▸ **YOUR GOAL**
For the string "function", find every matching line in the records and copy it.

▸ **DATA SUPPLIED**
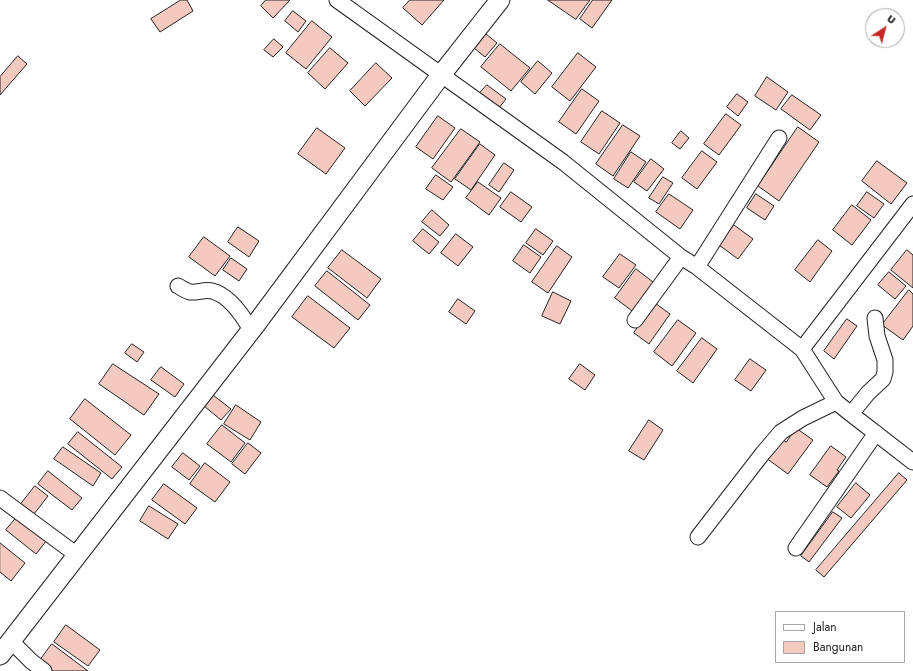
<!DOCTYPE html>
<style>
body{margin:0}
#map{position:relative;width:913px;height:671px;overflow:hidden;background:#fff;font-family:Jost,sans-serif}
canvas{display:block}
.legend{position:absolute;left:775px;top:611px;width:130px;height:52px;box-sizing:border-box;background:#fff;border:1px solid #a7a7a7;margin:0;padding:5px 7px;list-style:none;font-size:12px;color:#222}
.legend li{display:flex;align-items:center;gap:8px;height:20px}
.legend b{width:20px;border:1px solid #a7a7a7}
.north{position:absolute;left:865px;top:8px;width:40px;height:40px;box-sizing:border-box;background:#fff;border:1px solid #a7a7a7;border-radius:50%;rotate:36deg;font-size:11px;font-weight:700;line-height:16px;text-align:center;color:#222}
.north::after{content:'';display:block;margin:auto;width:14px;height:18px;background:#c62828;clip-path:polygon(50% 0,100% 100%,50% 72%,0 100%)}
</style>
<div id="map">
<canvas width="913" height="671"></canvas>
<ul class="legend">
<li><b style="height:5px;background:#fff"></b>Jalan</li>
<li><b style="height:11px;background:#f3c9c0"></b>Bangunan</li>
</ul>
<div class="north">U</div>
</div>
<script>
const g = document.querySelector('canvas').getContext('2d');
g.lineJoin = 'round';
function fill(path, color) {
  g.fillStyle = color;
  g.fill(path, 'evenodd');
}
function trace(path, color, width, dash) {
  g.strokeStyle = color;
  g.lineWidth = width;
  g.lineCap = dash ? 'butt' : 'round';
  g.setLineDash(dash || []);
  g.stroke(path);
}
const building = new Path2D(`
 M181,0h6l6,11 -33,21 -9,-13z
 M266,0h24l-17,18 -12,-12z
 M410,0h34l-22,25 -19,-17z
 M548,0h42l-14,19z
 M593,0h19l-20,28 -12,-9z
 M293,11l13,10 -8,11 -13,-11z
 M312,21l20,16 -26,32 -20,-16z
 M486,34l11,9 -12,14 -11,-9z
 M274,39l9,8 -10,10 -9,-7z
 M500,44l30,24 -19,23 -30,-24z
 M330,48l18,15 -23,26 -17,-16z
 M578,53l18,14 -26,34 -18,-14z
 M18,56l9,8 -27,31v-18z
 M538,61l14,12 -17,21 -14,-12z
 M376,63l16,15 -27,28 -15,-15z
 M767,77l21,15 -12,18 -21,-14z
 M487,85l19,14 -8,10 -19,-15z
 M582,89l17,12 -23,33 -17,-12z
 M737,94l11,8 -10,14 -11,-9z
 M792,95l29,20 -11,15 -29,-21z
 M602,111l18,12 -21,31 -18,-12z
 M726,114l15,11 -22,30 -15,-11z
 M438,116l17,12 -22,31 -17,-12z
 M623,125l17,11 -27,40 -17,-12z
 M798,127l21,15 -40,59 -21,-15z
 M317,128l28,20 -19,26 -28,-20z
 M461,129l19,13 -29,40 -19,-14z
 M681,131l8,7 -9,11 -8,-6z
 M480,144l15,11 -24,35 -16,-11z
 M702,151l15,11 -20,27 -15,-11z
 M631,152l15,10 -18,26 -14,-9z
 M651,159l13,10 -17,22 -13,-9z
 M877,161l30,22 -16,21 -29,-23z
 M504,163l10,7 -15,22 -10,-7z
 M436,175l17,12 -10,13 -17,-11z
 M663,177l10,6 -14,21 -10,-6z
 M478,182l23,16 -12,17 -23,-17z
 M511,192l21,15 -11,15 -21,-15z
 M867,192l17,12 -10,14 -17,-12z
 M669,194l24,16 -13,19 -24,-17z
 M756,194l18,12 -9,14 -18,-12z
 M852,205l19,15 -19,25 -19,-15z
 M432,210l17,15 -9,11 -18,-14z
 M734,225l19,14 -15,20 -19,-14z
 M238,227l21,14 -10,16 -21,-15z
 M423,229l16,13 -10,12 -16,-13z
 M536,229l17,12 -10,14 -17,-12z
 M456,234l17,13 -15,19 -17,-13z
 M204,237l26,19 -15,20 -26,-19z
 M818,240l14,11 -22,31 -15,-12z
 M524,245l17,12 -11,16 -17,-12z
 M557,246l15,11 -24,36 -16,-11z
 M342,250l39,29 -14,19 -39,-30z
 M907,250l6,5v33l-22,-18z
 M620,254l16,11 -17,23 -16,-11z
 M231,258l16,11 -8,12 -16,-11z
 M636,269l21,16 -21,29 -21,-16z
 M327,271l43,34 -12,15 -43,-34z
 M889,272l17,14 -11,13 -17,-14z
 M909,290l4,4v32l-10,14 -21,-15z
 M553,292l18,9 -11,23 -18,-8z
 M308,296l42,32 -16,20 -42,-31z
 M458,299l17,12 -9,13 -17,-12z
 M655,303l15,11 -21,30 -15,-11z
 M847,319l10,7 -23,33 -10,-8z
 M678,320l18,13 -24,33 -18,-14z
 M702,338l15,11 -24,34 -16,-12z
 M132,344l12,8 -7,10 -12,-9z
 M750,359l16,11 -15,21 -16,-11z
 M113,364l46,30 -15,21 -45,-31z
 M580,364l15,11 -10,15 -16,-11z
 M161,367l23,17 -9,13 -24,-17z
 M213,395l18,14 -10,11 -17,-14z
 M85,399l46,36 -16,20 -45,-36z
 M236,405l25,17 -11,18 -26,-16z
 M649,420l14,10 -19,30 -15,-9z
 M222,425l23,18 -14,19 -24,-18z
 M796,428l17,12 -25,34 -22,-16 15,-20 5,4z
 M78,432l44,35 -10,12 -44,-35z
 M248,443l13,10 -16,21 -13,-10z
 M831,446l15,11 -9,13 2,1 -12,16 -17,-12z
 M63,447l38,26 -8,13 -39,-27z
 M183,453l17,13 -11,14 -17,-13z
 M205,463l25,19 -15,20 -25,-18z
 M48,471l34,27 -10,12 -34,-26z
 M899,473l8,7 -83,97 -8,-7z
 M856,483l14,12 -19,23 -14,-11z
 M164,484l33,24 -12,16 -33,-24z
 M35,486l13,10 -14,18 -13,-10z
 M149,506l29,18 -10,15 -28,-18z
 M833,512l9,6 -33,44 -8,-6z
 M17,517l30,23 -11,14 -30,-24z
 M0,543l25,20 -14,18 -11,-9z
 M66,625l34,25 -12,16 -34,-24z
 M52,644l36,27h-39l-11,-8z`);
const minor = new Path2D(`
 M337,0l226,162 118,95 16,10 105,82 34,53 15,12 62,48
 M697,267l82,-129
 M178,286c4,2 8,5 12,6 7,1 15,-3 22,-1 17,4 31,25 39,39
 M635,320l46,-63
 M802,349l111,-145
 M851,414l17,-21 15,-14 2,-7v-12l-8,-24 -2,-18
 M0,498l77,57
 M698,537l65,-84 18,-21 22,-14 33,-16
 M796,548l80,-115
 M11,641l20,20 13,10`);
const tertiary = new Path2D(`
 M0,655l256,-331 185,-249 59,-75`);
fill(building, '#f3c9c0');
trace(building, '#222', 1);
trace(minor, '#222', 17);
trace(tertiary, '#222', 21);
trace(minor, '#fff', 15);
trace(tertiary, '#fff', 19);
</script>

▸ **THE COMPLETED TASK**
function fill(path, color) {
function trace(path, color, width, dash) {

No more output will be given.